> Your objective: Write out exactly the lines from the one containing "Find all labels, markers" through the last line of the records below, and no others.

> Stored data:
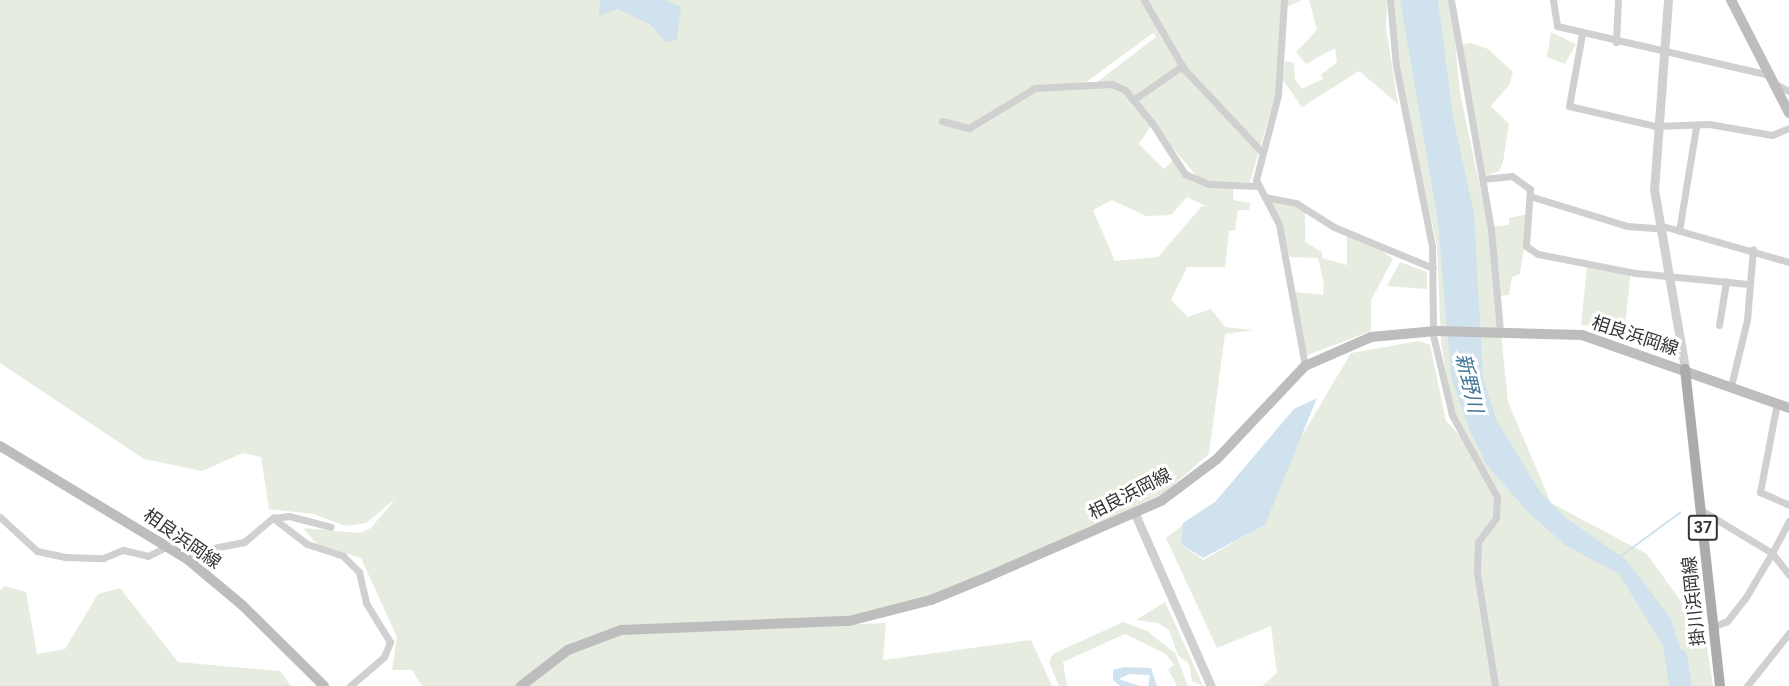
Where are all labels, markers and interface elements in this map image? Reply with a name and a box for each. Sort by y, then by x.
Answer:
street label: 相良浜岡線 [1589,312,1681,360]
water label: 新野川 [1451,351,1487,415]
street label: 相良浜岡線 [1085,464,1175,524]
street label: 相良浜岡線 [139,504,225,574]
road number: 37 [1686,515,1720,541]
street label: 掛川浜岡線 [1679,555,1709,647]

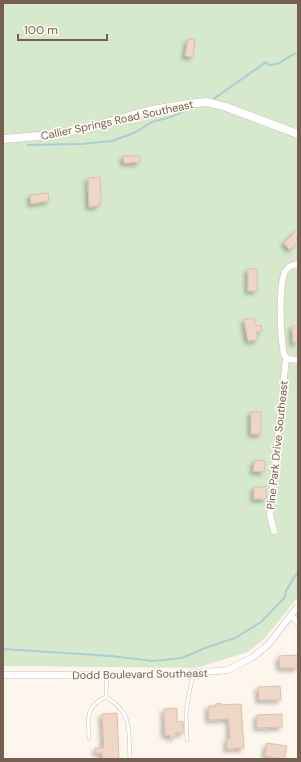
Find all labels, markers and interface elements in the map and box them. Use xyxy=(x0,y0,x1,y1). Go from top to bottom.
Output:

> Task result:
Find all labels, markers and interface elements in the map and box them. Use xyxy=(x0,y0,x1,y1). Go from top to bottom.
Output:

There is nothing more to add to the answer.